HIV has united people of differing, sometimes opposing, beliefs and values. Together we have fought an unprecedented societal stigma. In a life-threatening emergency such as AIDS, we overcame our differences by seeing the common humanity we all share in order to fight for our dignity and survival.

- Aids Memory UK

Questions such as ‘What is risky sex? How risky is oral sex? How does consent work and when it’s challenged or broken and how does it make us feel? How do we move from regular sexual encounters to anonymous sex, in a sex on the premises dark room, cruising (yes, it’s still a thing) and working out the non-verbal communication world of saunas?’. Navigating this fluid landscape of desire and need can be complex; and sober sex often can be less of a reality in the anxious induced new beginnings of sexual desire and confidence. Developing our personal boundaries and not feel that we must assimilate to fit into a particular tribe was also important for us, as South Asian queer men. We’ve all felt the pressure to conform and be accepted but there is a point where need to reconnect to our own culture and look at what is working and what is not. We also need to use the words we want to be defined by, rather than grouped as ‘queer’ (a derogatory trigger term for some men) but I guess the reclaiming of this inter-generational intersectionality is being accepted more. We are moving forwards. 

We eventually come to realise sexual desire and having the sex we want is very important for our general mental health and wellbeing, as is the connection on just an emotional level. Talking about how we feel is crucially important, as well as been listened to and not judged. Having the right spaces where our confidentiality and privacy is maintained matters to us all. Are we finally in the golden era of social support spaces we can choose from - I think so.  

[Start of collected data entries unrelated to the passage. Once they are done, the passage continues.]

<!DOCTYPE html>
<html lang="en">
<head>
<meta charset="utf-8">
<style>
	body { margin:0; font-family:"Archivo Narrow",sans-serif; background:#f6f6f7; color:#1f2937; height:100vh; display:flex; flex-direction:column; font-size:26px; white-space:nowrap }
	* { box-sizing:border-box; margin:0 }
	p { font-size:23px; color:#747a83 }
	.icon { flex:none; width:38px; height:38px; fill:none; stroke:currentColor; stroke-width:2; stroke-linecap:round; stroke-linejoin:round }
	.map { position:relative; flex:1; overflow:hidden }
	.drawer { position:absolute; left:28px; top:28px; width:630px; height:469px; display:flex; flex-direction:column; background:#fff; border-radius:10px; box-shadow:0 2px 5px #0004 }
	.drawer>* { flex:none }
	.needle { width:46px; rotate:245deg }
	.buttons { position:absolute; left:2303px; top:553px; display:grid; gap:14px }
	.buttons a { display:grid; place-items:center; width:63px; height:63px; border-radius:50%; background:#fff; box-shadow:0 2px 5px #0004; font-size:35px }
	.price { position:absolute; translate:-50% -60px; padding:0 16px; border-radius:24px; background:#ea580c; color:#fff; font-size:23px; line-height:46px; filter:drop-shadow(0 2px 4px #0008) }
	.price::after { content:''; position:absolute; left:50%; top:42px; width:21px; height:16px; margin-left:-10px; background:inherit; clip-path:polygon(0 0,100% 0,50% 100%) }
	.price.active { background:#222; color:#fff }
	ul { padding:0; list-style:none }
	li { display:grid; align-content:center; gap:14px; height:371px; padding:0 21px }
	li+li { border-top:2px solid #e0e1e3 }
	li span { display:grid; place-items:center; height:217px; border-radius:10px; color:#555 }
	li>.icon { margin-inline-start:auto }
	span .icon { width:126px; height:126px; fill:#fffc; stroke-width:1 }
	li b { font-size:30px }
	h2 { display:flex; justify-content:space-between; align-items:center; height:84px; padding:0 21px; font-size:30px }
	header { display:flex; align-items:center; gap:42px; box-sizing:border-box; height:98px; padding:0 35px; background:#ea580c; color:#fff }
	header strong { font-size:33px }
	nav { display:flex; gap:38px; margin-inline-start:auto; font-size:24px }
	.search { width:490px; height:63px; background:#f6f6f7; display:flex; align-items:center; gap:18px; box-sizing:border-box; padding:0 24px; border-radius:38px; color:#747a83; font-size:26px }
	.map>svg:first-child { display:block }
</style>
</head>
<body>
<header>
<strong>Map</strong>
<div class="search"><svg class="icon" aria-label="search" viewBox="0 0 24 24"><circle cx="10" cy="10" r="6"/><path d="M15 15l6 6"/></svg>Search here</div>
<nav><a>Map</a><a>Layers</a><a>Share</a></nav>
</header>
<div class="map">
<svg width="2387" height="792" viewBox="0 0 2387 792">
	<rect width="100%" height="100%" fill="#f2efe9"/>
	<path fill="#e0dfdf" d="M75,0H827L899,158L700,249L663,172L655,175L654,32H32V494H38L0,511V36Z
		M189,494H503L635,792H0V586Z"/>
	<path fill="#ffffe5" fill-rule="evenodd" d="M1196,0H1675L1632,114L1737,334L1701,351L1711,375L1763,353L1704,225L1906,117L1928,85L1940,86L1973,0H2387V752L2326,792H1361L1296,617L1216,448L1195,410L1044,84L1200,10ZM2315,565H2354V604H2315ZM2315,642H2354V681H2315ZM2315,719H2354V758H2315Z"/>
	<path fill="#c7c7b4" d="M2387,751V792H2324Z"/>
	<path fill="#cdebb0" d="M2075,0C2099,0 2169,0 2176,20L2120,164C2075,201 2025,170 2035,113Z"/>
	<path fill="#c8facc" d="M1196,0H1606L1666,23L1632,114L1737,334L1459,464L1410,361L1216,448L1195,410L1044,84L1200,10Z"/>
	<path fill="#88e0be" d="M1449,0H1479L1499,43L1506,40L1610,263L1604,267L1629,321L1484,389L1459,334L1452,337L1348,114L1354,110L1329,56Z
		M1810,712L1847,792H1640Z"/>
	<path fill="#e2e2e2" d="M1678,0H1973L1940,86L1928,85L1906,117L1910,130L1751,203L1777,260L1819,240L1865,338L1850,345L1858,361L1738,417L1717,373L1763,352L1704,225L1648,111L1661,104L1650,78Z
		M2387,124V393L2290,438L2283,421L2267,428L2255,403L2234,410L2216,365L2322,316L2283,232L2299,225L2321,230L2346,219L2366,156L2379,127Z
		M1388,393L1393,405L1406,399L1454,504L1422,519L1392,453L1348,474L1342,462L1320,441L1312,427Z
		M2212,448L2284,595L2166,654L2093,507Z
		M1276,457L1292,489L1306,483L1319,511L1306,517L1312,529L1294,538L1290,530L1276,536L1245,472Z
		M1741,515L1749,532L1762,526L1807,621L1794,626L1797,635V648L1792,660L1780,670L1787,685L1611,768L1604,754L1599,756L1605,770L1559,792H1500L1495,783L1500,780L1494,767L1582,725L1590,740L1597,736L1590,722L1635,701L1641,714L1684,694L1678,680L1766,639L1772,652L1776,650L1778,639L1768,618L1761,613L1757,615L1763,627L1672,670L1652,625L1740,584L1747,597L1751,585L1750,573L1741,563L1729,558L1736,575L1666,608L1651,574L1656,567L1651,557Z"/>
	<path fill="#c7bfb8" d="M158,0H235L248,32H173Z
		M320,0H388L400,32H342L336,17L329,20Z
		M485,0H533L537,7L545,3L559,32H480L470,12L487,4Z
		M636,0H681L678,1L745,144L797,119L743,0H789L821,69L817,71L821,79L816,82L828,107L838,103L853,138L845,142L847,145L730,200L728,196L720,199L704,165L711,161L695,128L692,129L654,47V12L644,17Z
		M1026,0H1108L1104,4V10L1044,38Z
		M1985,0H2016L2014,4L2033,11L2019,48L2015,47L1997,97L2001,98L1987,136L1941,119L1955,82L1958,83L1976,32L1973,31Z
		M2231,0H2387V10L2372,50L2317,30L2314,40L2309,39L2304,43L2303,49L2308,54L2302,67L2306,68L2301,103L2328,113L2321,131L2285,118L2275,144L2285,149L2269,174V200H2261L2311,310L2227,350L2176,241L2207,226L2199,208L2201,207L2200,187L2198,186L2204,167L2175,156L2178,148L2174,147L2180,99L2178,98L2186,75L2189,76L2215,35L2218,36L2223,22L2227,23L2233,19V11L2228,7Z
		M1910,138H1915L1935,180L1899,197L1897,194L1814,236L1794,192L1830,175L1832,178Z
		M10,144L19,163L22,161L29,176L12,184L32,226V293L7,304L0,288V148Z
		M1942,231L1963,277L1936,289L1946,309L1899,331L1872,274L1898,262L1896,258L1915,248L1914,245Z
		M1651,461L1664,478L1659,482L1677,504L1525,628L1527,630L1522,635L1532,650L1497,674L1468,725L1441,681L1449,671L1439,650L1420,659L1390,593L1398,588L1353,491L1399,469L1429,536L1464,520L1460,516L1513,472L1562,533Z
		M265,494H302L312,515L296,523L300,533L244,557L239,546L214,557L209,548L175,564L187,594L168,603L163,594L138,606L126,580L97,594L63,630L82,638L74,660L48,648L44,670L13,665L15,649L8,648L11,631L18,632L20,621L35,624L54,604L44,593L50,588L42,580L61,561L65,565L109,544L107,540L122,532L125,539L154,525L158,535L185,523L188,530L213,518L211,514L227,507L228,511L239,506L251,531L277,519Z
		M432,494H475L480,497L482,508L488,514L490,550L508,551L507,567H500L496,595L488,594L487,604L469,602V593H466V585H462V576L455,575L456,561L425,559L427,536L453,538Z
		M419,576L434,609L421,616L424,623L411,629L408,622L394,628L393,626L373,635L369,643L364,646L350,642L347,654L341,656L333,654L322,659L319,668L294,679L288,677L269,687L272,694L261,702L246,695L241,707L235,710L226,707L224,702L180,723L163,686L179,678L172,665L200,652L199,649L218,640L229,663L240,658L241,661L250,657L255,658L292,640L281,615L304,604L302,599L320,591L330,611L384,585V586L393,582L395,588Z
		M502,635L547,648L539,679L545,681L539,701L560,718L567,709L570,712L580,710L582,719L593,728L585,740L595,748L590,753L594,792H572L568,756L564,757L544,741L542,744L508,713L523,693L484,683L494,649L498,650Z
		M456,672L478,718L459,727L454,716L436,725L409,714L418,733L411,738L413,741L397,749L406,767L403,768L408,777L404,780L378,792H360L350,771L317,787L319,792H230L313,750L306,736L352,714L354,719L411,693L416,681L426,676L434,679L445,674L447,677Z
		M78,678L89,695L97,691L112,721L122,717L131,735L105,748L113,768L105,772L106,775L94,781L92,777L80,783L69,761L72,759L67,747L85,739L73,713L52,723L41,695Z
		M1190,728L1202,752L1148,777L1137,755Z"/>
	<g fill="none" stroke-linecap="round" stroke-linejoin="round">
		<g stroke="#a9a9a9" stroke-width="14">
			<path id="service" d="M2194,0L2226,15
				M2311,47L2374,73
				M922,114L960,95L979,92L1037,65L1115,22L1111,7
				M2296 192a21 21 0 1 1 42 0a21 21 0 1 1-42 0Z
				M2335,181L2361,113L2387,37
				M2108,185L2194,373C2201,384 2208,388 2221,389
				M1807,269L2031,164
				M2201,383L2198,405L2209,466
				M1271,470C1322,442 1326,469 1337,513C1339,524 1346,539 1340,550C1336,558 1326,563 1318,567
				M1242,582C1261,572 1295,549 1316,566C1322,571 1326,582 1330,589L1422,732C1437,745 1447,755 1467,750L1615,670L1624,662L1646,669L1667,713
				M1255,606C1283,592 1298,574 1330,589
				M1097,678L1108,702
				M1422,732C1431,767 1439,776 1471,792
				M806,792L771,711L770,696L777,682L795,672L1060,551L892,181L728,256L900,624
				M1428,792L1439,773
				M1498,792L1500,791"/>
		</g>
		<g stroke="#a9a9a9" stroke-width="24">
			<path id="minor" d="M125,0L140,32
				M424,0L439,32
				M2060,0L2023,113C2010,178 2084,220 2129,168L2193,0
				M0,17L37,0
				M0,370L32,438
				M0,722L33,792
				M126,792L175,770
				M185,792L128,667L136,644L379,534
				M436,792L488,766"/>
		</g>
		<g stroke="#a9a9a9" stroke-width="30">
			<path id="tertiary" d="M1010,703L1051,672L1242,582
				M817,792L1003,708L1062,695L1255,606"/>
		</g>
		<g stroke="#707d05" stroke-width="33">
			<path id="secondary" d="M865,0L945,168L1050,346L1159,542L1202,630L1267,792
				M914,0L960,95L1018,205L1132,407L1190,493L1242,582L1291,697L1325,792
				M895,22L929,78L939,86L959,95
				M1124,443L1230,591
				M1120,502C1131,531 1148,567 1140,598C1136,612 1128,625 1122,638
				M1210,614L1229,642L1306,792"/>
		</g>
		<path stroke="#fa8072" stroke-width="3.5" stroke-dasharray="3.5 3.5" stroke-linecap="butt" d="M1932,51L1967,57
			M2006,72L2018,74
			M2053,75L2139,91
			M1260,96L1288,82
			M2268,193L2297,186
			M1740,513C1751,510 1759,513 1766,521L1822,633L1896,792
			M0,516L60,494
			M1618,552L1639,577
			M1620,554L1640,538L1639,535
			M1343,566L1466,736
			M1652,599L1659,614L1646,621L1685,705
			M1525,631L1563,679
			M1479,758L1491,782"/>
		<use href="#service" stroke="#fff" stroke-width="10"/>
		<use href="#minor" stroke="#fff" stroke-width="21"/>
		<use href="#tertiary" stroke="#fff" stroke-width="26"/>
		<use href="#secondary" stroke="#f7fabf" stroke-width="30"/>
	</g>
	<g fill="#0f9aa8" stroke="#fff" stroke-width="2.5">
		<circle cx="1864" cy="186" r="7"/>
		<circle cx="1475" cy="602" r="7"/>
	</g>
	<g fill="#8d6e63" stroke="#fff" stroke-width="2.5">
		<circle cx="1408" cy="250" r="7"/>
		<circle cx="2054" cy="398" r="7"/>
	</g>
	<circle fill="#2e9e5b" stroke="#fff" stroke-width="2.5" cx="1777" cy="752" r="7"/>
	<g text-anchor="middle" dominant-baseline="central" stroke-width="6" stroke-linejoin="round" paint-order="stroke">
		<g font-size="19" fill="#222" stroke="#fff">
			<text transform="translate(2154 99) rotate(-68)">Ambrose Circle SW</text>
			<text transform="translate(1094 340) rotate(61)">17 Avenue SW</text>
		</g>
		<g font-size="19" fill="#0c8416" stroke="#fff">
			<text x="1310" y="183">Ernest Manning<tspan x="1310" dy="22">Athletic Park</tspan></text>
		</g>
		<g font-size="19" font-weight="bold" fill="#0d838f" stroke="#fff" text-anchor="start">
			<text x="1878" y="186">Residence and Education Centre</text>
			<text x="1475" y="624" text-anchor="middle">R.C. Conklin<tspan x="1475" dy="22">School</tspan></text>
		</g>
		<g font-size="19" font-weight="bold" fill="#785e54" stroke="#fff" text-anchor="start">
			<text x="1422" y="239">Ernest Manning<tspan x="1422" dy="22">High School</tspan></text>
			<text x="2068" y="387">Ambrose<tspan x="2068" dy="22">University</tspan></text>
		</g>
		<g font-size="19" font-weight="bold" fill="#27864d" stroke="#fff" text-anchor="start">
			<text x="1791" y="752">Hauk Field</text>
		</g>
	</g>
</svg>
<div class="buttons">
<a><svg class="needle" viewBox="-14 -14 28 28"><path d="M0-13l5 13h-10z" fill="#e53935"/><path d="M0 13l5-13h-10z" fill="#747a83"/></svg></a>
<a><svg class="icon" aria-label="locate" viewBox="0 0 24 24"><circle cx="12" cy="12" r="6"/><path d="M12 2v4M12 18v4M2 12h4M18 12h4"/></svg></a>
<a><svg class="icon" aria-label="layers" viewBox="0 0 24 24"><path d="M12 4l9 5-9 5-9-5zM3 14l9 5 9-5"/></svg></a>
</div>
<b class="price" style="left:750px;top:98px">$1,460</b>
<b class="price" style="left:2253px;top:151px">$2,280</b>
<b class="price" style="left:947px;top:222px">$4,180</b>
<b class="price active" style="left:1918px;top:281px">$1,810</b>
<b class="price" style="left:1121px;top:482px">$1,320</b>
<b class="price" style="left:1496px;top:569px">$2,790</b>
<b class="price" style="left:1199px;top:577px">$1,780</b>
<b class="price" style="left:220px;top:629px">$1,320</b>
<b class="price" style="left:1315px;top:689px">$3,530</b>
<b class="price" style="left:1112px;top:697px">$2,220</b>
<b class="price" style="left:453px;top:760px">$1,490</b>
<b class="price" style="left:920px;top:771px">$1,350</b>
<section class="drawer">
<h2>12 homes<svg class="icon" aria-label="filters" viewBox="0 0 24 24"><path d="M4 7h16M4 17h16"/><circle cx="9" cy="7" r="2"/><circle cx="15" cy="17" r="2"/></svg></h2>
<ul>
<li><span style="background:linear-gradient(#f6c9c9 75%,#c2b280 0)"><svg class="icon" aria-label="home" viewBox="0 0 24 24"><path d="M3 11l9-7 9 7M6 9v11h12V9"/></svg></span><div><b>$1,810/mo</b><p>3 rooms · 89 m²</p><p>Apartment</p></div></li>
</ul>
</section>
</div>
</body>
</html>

More South Asian Sexual Wellbeing champions (or visible role models and allies) is another way forwards and this is on the increase in the fast-moving world of social media. Having relevant online content (created with the input from us) will certainly help. Perhaps more images of actual real South Asian men in local and mass media campaigns. We need to see our authentic ‘brown’ selves in these media campaigns, without just quick-fire stocked images. We agreed that being represented, is happening a lot more on social media platforms but more can be done by us all individually, when we feel safe to do so. For some role models may be other South Asian queer men who work in sexual health and wellbeing roles, social group leaders and mental health wellbeing champions and not forgetting the need for more South Asian queer people working in counselling and therapy. 

We are asking more about our Sexual self-care (whether we are young or re-emerging on the ‘gay’ scene) such as regular testing, the types of testing available, vaccinations and awareness of knowledge (online and in-person) will reduce any stigma we are carrying and will increase our sex positivity. We want to feel better our bodies and have the sex we want without any stigma or shame.